E’ il caso della Pinnacle Security, società specializzata in sistemi di sicurezza per abitazioni, che anche in tempi di crisi è in grado di vedere crescere il proprio fatturato.

Si tratta di un altro caso di contaminazione? Avevamo già affrontato il tema a settembre parlando del caso dei “dabbawala” i pony express indiani, in questo caso tuttavia l’idea di privilegiare candidati che abbiano vissuto un esperienza da mormone, appare interessante perché è in grado di far emergere delle specifiche competenze che in questo caso possono essere messe a disposizione a favore del business.

Pare infatti che i 24 mesi trascorsi dai mormoni, nelle missioni sparse per il modo, consentano di sperimentare competenze di ascolto, ma anche di proposizione e di persuasioni simili a quelle che si possano incontrare durante un processo di vendita porta a porta.

Nel caso specifico, l’unica nota, non troppo positiva, consiste nella semplificazione del processo di contaminazione, la scelta fatta dalla Pinnacle Sicurity, così come da altre realtà, poteva prevedere di coinvolgere i mormoni, in un processo di condivisione e anche di formazione manageriale, in grado di far percepire anche a chi non ha mai vissuto un esperienza religiosa da mormone, i comportamenti tipici da utilizzare per intrattenere e persuadere le persone che si incontrano per strade o presso le loro abitazioni.

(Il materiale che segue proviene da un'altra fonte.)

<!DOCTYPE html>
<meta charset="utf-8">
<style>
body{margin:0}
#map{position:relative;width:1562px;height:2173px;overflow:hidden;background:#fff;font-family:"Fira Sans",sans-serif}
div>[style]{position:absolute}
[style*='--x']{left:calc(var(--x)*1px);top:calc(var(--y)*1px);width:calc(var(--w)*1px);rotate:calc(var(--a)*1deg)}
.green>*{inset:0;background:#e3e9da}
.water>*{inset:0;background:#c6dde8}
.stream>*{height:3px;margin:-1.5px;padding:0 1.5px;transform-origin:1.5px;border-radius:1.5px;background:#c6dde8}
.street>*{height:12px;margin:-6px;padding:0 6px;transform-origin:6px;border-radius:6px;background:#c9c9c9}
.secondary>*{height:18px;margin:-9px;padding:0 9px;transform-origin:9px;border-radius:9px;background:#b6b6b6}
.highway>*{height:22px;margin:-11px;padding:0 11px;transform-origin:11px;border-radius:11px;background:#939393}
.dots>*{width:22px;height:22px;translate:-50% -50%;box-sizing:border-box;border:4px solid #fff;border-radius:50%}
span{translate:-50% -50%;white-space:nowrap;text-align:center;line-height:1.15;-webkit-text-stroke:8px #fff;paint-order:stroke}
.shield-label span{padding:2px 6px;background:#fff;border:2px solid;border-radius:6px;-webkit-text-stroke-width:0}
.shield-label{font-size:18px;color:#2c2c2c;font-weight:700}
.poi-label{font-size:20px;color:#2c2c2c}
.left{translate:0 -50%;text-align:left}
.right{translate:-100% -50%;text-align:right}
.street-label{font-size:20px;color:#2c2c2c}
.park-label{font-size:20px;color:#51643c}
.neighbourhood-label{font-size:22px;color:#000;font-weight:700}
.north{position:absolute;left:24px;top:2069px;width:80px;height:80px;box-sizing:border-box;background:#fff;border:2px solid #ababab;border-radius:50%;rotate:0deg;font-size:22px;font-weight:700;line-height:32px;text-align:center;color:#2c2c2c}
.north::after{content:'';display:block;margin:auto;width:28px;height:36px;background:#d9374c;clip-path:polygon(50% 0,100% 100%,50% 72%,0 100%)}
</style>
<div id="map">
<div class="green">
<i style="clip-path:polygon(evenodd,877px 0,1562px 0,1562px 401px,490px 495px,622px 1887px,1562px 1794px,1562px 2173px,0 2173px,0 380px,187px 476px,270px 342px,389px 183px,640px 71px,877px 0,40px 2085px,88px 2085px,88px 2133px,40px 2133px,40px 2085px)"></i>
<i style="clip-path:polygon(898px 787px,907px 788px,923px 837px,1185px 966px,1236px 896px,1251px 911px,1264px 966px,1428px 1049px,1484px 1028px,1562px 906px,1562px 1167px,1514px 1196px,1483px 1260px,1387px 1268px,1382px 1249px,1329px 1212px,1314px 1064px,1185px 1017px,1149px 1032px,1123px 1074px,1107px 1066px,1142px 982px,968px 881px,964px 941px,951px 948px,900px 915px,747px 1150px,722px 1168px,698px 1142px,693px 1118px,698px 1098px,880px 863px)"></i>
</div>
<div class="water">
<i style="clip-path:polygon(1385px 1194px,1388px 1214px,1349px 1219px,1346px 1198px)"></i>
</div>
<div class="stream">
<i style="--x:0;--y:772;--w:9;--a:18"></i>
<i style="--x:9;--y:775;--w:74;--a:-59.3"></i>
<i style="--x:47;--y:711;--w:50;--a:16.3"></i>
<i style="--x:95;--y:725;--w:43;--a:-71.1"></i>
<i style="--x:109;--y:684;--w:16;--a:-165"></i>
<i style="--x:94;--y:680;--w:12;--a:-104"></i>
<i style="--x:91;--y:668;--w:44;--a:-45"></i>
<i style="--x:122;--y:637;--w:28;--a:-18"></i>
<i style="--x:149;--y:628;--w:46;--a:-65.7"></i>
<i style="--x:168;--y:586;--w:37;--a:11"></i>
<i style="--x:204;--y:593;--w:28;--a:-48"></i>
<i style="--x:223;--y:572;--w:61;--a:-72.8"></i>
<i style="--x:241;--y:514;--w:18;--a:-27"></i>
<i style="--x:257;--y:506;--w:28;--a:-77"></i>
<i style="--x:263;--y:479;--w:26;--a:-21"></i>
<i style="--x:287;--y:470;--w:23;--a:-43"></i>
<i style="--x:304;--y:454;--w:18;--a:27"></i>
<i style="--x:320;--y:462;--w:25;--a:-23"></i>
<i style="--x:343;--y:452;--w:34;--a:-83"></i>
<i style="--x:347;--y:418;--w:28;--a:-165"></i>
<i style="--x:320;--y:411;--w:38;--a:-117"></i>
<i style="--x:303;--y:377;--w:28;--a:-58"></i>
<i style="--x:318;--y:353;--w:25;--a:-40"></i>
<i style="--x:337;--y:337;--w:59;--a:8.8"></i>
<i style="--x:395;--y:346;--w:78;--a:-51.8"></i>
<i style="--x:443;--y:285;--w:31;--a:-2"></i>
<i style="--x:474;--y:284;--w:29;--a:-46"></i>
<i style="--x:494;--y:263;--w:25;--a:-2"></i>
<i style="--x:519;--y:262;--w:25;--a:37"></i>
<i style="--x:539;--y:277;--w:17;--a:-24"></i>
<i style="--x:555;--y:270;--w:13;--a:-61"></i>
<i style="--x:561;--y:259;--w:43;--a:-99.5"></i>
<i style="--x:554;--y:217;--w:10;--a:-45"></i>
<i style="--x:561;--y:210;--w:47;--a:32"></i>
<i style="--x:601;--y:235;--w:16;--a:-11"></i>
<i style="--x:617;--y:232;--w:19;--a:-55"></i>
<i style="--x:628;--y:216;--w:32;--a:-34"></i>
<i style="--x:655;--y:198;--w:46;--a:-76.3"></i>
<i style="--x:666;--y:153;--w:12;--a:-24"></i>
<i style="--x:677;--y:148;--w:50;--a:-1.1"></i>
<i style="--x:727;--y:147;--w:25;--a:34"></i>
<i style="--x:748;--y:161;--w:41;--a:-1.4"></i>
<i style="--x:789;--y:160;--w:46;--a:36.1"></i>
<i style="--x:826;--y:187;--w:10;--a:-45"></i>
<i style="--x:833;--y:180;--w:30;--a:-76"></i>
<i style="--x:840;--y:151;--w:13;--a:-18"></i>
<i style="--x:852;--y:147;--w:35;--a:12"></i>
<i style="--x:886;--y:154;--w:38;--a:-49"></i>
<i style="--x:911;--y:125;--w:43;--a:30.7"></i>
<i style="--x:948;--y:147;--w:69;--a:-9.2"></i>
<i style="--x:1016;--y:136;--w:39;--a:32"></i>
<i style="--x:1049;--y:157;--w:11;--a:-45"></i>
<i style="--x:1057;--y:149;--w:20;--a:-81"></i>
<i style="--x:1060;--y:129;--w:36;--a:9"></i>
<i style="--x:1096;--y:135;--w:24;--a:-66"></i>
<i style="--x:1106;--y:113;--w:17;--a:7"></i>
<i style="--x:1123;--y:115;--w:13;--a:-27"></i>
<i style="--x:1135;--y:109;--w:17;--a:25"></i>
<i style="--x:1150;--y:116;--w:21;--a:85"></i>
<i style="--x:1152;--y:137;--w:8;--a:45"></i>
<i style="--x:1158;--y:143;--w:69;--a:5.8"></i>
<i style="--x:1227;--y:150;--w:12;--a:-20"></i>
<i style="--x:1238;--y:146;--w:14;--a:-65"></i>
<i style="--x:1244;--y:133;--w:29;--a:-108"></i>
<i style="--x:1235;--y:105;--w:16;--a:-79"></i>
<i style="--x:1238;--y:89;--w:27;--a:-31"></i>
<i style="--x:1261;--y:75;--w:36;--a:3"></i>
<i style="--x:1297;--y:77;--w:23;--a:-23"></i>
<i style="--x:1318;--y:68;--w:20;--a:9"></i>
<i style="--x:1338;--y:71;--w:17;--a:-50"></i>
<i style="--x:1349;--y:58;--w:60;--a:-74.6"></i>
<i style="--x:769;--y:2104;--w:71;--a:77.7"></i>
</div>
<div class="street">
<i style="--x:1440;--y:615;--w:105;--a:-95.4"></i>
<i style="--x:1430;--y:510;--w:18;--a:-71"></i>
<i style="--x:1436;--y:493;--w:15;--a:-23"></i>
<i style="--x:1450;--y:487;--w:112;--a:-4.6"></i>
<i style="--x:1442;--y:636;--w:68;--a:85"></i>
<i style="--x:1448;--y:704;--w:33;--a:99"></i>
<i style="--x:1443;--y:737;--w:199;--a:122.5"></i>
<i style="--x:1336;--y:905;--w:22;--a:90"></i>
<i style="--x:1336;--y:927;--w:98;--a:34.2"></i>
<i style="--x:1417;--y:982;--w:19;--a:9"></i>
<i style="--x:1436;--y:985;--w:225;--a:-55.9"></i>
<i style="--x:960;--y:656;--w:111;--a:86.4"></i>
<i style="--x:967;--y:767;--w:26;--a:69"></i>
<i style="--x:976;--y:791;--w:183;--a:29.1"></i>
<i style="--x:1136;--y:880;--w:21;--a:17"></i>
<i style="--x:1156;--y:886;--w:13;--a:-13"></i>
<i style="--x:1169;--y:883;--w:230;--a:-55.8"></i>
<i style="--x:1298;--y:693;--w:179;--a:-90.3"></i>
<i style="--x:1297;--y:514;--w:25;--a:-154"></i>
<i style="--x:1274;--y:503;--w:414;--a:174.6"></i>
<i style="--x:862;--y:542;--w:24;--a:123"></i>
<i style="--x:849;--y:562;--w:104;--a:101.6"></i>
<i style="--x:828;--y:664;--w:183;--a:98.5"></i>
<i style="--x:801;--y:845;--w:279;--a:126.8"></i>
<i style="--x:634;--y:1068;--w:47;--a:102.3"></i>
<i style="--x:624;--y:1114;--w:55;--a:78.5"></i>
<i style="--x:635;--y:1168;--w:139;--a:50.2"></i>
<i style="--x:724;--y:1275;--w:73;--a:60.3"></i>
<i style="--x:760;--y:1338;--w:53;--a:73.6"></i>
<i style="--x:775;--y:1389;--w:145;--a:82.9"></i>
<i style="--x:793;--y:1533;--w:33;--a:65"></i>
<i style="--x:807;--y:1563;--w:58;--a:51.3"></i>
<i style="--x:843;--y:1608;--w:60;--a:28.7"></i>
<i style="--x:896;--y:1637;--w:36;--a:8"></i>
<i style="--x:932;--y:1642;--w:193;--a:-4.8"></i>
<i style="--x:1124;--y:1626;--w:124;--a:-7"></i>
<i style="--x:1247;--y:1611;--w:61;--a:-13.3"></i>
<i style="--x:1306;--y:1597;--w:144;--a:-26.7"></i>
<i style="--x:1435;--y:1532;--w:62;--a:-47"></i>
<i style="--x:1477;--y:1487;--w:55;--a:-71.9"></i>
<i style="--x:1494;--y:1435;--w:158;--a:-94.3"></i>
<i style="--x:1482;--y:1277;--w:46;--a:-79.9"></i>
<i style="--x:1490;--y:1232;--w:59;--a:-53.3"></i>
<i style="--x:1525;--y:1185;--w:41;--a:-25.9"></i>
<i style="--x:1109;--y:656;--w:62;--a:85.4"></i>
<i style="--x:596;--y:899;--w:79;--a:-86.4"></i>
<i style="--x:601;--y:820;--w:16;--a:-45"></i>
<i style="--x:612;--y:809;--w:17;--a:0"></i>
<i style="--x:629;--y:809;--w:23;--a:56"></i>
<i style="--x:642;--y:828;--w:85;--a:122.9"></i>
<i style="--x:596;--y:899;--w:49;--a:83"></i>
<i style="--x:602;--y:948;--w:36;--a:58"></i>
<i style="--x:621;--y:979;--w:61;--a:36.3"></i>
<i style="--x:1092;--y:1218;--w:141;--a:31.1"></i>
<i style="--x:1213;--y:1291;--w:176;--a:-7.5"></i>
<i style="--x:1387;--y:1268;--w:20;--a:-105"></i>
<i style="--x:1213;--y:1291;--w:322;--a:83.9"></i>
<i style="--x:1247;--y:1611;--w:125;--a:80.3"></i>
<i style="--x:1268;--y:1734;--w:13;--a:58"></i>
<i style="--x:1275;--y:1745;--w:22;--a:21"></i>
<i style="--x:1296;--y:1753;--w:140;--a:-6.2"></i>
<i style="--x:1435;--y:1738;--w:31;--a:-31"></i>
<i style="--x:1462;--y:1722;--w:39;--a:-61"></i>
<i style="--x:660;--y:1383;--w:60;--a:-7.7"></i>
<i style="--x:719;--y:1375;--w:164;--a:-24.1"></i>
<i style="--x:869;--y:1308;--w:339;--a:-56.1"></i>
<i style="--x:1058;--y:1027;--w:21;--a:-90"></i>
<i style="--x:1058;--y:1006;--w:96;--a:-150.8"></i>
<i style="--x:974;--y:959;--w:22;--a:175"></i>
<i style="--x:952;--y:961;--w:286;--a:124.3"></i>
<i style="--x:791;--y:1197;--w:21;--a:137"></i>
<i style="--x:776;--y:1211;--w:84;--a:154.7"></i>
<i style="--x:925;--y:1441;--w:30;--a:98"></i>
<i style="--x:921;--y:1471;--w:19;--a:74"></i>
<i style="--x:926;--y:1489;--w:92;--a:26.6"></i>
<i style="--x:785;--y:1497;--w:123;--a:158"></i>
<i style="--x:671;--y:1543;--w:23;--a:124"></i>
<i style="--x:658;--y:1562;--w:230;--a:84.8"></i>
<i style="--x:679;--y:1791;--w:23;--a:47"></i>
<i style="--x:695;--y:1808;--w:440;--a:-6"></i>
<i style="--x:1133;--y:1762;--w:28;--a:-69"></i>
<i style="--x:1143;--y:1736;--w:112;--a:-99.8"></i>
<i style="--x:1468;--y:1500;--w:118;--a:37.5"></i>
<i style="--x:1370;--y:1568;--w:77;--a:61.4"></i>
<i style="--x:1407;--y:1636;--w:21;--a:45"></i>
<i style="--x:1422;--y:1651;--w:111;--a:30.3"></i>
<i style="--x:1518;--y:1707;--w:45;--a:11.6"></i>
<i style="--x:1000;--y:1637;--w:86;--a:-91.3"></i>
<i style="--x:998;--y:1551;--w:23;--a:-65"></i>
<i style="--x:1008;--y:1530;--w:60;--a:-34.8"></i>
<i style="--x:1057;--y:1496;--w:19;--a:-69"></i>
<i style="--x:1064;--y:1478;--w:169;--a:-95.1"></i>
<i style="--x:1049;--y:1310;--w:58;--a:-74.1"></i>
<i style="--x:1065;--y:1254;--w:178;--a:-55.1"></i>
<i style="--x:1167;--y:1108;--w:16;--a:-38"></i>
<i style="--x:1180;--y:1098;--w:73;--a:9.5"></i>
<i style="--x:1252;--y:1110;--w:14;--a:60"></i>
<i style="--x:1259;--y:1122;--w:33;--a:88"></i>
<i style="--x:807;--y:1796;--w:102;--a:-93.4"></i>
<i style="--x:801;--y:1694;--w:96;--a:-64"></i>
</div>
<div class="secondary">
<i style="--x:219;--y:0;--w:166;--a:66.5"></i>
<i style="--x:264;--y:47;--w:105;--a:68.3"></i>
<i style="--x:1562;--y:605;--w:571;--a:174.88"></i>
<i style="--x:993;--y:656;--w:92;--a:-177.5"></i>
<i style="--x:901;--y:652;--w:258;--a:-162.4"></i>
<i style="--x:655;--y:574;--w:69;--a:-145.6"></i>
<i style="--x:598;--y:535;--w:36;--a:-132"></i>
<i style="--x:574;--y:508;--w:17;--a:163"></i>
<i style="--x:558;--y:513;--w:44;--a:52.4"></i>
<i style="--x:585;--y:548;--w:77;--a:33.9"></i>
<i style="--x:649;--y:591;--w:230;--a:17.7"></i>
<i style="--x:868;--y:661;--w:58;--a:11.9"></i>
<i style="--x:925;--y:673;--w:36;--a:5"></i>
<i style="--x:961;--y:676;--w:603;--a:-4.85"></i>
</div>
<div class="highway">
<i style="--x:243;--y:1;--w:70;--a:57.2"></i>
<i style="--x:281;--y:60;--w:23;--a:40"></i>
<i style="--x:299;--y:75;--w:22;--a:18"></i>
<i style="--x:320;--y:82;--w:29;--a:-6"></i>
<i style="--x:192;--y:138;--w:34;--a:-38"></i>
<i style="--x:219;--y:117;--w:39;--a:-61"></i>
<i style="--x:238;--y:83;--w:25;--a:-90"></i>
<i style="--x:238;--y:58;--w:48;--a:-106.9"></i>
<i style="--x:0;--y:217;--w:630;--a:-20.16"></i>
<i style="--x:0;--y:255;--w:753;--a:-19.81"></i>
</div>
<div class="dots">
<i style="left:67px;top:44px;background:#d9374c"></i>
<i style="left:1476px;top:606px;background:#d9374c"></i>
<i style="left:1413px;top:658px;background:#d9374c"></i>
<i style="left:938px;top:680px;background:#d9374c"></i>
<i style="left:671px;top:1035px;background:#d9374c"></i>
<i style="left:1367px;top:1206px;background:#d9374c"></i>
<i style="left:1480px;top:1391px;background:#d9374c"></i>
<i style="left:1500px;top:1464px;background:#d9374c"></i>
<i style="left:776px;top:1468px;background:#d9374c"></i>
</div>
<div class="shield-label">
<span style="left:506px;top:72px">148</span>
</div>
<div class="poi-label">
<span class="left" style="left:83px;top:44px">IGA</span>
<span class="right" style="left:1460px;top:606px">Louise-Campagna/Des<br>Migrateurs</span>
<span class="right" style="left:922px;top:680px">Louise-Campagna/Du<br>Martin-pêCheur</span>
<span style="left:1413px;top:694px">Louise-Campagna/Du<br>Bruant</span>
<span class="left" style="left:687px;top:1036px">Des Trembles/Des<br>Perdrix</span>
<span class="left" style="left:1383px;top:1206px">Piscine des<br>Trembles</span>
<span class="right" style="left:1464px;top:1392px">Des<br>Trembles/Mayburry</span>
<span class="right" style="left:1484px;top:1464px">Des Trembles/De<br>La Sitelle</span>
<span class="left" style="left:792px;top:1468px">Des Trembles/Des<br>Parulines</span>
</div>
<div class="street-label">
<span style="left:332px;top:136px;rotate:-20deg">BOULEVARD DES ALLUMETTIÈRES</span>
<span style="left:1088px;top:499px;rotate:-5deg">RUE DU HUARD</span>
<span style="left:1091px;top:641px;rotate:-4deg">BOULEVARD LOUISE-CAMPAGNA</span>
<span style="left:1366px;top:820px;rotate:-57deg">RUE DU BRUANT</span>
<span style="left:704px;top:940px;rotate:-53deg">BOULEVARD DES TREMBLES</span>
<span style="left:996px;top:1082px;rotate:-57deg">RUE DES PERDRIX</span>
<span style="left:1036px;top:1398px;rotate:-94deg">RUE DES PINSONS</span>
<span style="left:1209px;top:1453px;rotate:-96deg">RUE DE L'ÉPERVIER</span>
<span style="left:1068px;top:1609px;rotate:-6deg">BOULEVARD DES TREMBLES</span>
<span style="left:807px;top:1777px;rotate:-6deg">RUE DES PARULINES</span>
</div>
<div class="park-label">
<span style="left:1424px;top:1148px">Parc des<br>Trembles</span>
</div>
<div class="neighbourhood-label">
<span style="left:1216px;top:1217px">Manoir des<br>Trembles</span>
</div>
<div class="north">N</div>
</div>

In altri termini, spesso si utilizza solamente una parte (anche ,imitata) del potenziale che la contaminazione dei saperi e delle esperienza può portare all’interno di un’organizzazione aziendale, semplificando ma anche limitando il valore erogato.

Prima dei mormoni, la stessa situazione è già stata vissuta dai militari (di qualunque ordine grado), addirittura ritenendo un plus curriculare il fatto di aver prestato il servizio militare nell’esercito… se ci pensate tutto ciò aveva un senso quando le organizzazioni rispecchiavano la perfetta struttura gerarchica, oggi che un modello organizzativo perfetto fatica ad emergere, diventa indispensabile saper strutturare tutte le esperienze anche quelle che apparentemente sono distanti dal business e dalle aziende. Più le organizzazioni utilizzano sistemi per captare le differenze più avranno facilità nel mettere a sistema i diversi contributi valoriali portati dalle persone che vi lavorano all’interno.